Hello,
I’m having an issue with a job template on AWX that terminated unexpectedly after 5 minutes. No errors displayed in Stdout in AWX ui.
AKS version: 1.26.3
AWX version: 22.3.0
The issue occurs not so often, maybe once every 3/4 weeks. But when happens it’s very critical for us because jobs terminate unexpected and our automations stop in a randomic point so it’s difficult to recovery the previous state.
We tried to enable the RECEPTOR_KUBE_SUPPORT_RECONNECT flag but it didn’t solved our issue for unexpected jobs terminations.

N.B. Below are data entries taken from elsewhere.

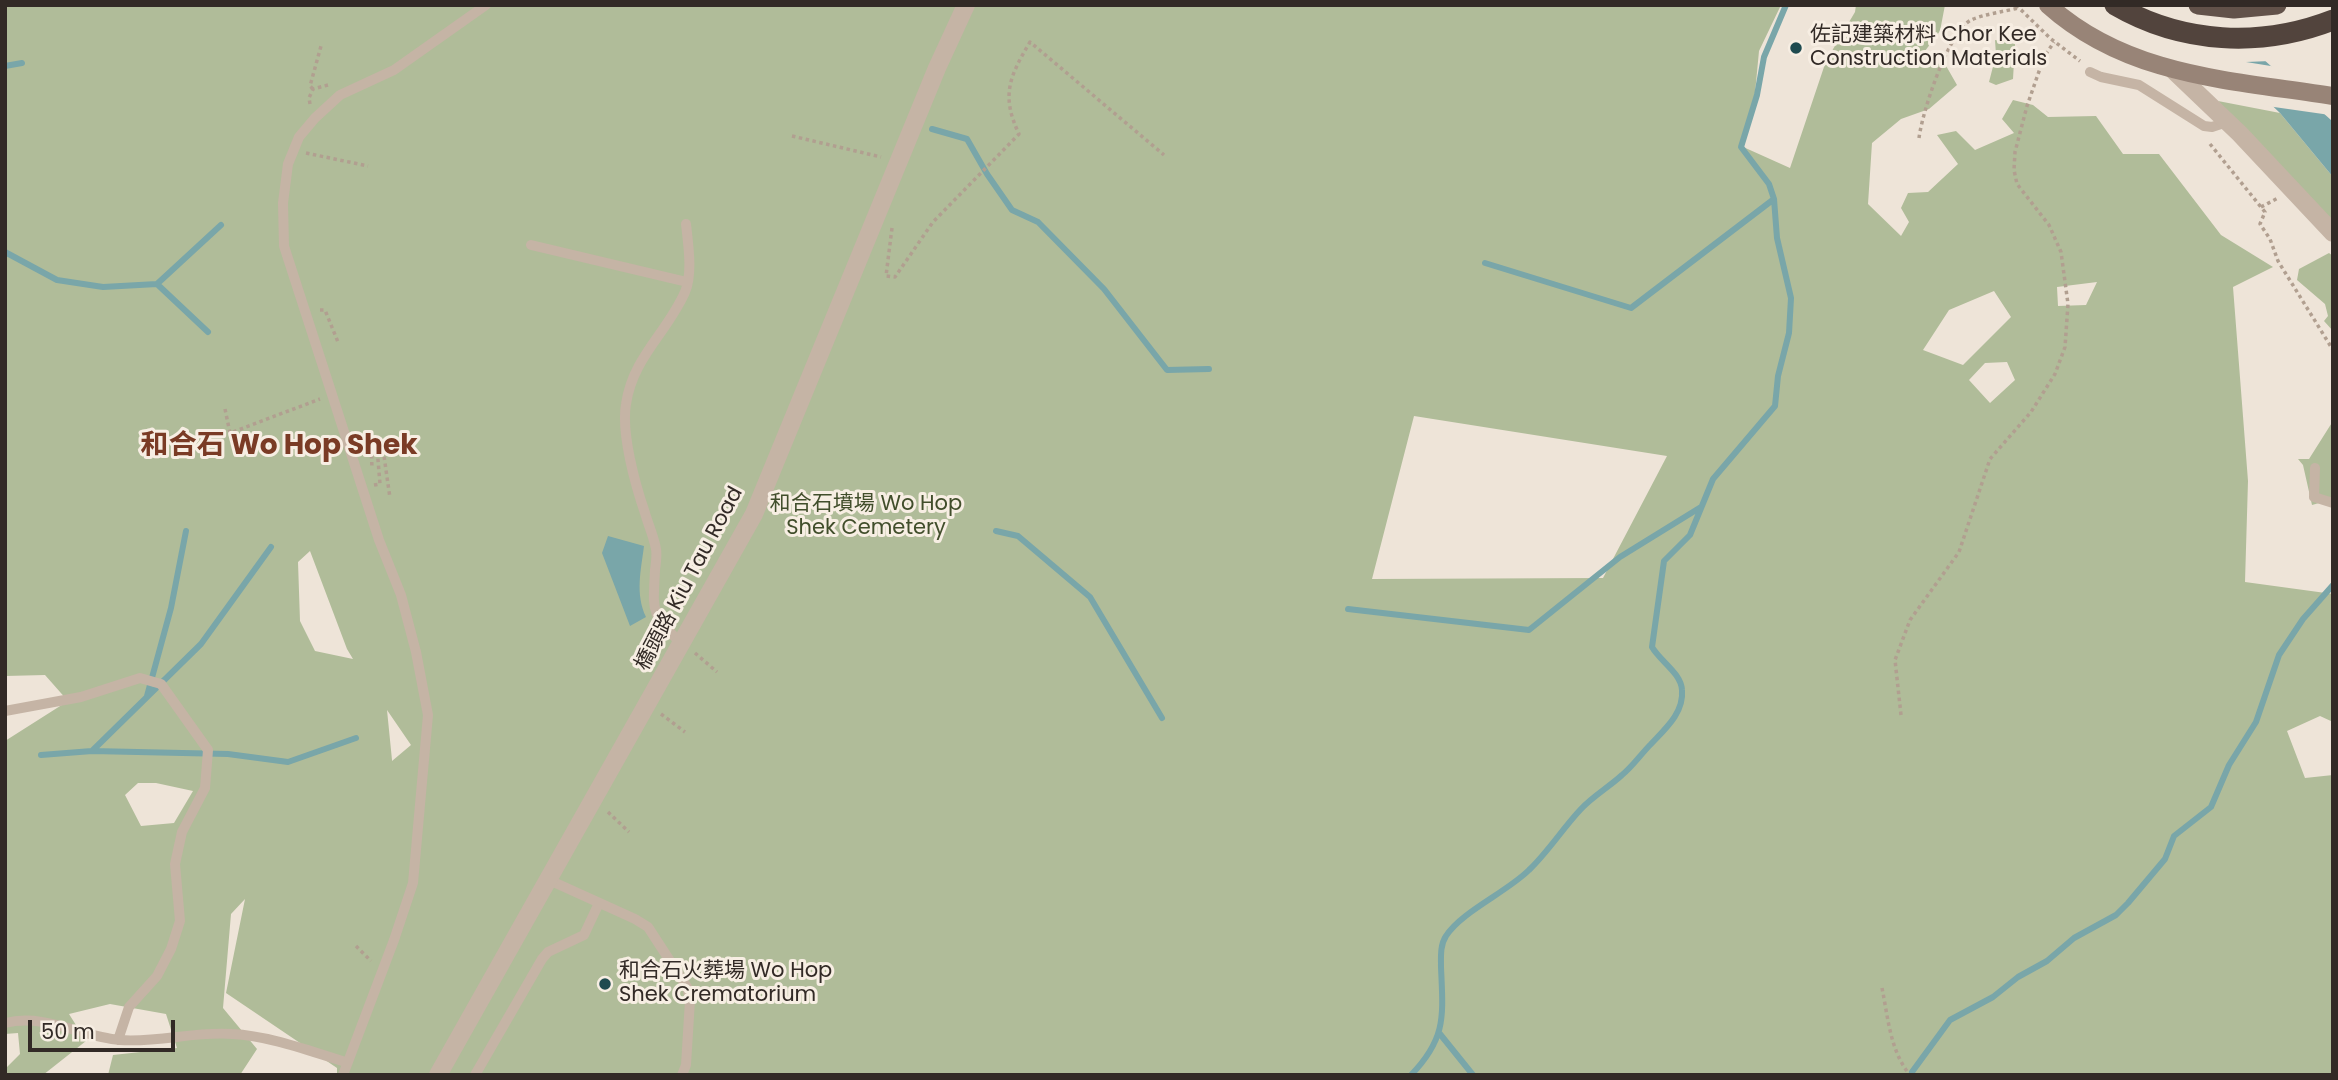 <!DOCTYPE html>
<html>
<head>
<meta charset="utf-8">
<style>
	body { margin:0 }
	#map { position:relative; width:2338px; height:1080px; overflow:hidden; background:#eee4d8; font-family:Poppins,sans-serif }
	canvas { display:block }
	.frame { position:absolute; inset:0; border:7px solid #322a26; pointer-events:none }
	.scale { position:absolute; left:28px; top:1020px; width:147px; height:32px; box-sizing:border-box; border:4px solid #322a26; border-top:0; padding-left:9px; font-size:21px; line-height:24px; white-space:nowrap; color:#322a26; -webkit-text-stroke:5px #f7eee3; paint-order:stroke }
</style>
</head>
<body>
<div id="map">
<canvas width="2338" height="1080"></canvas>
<div class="frame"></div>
<div class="scale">50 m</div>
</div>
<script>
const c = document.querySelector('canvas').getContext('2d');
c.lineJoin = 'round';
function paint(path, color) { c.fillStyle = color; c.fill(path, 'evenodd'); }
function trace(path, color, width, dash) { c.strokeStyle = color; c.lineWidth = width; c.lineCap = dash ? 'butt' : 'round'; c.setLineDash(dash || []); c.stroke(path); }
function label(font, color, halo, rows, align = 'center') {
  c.font = font + ' Poppins,"Noto Sans TC",sans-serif'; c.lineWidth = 6; c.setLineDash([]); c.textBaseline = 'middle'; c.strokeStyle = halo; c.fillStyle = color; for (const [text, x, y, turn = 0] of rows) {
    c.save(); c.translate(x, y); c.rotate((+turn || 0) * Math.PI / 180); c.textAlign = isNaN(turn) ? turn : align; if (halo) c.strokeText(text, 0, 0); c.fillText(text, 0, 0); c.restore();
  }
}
paint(new Path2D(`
	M5,5H1781L1759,51L1755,93L1741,146L1790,168L1826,61L1855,12L1856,5H1945L1940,31L1916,63L1945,64L1957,85L1929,109L1901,119L1872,143L1868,204L1901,236L1909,222L1901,208L1908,193L1928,192L1958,164L1937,135L1956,131L1975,150L2014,133L2002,119L2013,100L2033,105L2048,117L2096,116L2123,154H2159L2221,235L2273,267L2233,287L2248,481L2245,582L2333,594V722L2320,716L2287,731L2305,778L2333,775V1075H337V1068L226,993L245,899L231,914L223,1008L257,1049L240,1075H108L113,1055L177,1048L166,1014L110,1004L69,1014L86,1041L43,1075H5V1069L20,1054L18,1033L5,1034V741L68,701L45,675L5,676ZM2097,282L2086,305L2058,306L2057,287ZM1994,291L2011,317L1963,365L1923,350L1949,310ZM2007,362L2015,380L1990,403L1969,380L1985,363ZM1414,416L1667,456L1603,578L1372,579ZM310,551L347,649L353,659L315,651L300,621L298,562ZM387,710L411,745L392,761V760ZM138,783H156L193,791L174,823L141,826L125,795Z
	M1995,40L2015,44L2013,79L1996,85L1989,82L1996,55Z
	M2218,101L2280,113L2333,177V226Z
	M2329,253L2333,256V331L2324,321L2328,316L2325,304L2297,280L2299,269Z
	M2333,421V499L2312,505L2303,465L2298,459H2309Z`), '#b0bc99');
paint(new Path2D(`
	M2166,5H2203L2331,120L2333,122V177L2280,113Z
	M608,536L644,546C641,570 635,594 646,617L630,626L602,553Z`), '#79a6a9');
paint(new Path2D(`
	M2163,5H2208L2270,61L2246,62L2277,67L2330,115L2267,106Z`), '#eee4d8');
trace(new Path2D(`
	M5,66L22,63
	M932,129L967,139L987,174L1012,210L1038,222L1104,289L1167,370L1209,369
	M5,252L57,280L103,287L157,284L208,332
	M1485,263L1631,308L1774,199
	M157,284L221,225
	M996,531L1018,536L1090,597L1162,718
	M1348,609L1529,630L1620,557L1701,507
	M147,696L171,608L186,531
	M93,750L201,644L271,547
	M41,755L92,751L228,754L288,762L356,738
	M1440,1034L1473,1075
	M1912,1072L1950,1020L1993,997L2018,977L2047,961L2074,938L2116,915L2128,903L2165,859L2174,836L2211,807L2229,765L2256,722L2279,655L2303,619L2333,585
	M1411,1075C1447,1038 1443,1015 1441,967C1441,957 1440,945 1446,936C1461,912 1507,892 1529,870C1548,852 1563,828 1581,809C1593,796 1609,787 1622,775C1633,766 1641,754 1651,744C1665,729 1684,713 1682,690C1681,673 1660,661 1652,647L1664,561L1690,535L1713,479L1775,406L1778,376L1789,333L1791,298L1777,238L1774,199L1769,184L1741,147L1757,95L1764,57L1786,5`), '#79a6a9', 6);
trace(new Path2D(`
	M2016,5L2051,39L2080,61
	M313,89L310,86L321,46
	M310,104L309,98L313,89L328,85
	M792,136L881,157
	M1919,138C1922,113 1948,32 1971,20C1984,14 2003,12 2018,8
	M2210,144L2265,212L2260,224L2270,239L2278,261L2333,350
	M306,153L368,166
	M2261,207L2278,198
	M892,228L886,276L895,277L933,222L1019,134C1001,96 1009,77 1030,42L1164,155
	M320,310H325L338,342
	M225,409L230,433L320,399
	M362,443H371L372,468
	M374,485L380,484L377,448L383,449L390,498
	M695,653L717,672
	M661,714L685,732
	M1901,715L1895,660L1910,620L1959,552L1990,459L2031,412L2055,374L2065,347L2068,304L2061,252L2049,225L2017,184L2014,170L2015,152L2027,106L2044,57L2054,42
	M608,812L629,832
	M356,946L371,961
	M1882,988C1888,1017 1890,1051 1910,1075`), '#b19f90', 3.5, [3.5, 3.5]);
trace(new Path2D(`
	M2090,72L2101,77L2139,85L2204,126L2212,127L2227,122
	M531,245L687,282
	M2315,468L2314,497L2333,503
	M682,644C650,613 653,613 655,570C656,563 657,555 656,549C654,537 648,524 645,513C635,484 621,433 626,404C633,357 667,333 685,292C693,274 688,243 686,224
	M5,711L81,697L140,678L161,684L208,750L205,788L182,832L175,864L180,921L171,949L157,976L129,1007L118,1040
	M549,880L635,919L648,927L687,987L690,1000L686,1065L682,1075
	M5,1023C46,1013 81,1037 120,1040C158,1043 195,1031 232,1034C271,1036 309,1051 346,1062
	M343,1075L394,940L413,883L428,715L416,652L401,595L379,540L284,246L283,203L288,164L299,137L315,118L340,95L394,70L486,5
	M475,1075L542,959L548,952L584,935L599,903`), '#c5b4a5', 10);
trace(new Path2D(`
	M2173,70L2240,134L2333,233
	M438,1075L754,514L937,68L966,5`), '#c5b4a5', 18);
trace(new Path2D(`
	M2048,5C2128,77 2232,80 2333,96`), '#988477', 18);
trace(new Path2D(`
	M2198,5L2234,9L2277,5`), '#62524a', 19);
trace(new Path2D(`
	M2115,5C2182,44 2261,48 2333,20`), '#52443d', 21);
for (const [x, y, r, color] of [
	[1796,48,7,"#1f4b50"],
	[605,984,7,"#1f4b50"]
]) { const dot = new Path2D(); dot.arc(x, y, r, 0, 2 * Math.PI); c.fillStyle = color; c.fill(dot); trace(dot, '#f7eee3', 2.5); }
label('21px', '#322a26', '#f7eee3', [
	["佐記建築材料 Chor Kee",1810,36],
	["Construction Materials",1810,60],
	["和合石火葬場 Wo Hop",619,972],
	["Shek Crematorium",619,996]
], 'left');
label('21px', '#414e2b', '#f7eee3', [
	["和合石墳場 Wo Hop",866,505],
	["Shek Cemetery",866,529]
]);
label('21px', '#322a26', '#f7eee3', [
	["橋頭路 Kiu Tau Road",690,579,-62]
]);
label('bold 28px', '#7a3b25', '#f7eee3', [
	["和合石 Wo Hop Shek",279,447]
]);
</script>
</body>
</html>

We get the errors from AWX-EE container if could help:
DEBUG 2023/09/22 23:29:40 Client connected to control service @
DEBUG 2023/09/22 23:29:41 [qhGyttod] RECEPTOR_KUBE_CLIENTSET_QPS:
DEBUG 2023/09/22 23:29:41 [qhGyttod] RECEPTOR_KUBE_CLIENTSET_BURST:
DEBUG 2023/09/22 23:29:41 [qhGyttod] Initializing Kubernetes clientset
DEBUG 2023/09/22 23:29:41 [qhGyttod] QPS: 100.000000, Burst: 1000
DEBUG 2023/09/22 23:29:41 Control service closed
DEBUG 2023/09/22 23:29:41 Client disconnected from control service @
DEBUG 2023/09/22 23:29:41 Client connected to control service @
ERROR 2023/09/22 23:29:42 Exceeded retries for reading stdout /tmp/receptor/awx-6497dd64b6-gxfsw/BJC2anMq/stdout
WARNING 2023/09/22 23:29:42 Could not read in control service: read unix /var/run/receptor/receptor.sock->@: use of closed network connection
DEBUG 2023/09/22 23:29:42 Client disconnected from control service @
WARNING 2023/09/22 23:29:42 Could not close connection: close unix /var/run/receptor/receptor.sock->@: use of closed network connection
DEBUG 2023/09/22 23:29:43 [qhGyttod] streaming stdout with reconnect support
DEBUG 2023/09/22 23:30:06 Sending service advertisement: &{awx-6497dd64b6-gxfsw control 2023-09-22 23:30:06.753464322 +0000 UTC m=+8587955.906785691 1 map[type:Control Service] [{local false} {kubernetes-runtime-auth false} {kubernetes-incluster-auth false}]}
Hi @epi82 , from personal experience my recommendation would be to check the memory on the awx-task pod in particular (also have a look at dmesg output if you can to validate this theory)
We suffered because we gave the awx-task pod too little memory (1Gi in our case) and the awx-manage process that oversees inventory-updates and playbook runs got OOMKilled - this was harder to find than if the awx-task pod itself had got OOMKilled!
Just complementary to what @willthames suggested: I found myself on a similar situation when my minikube host exhausted its disk capacity, so that’s something you could check also.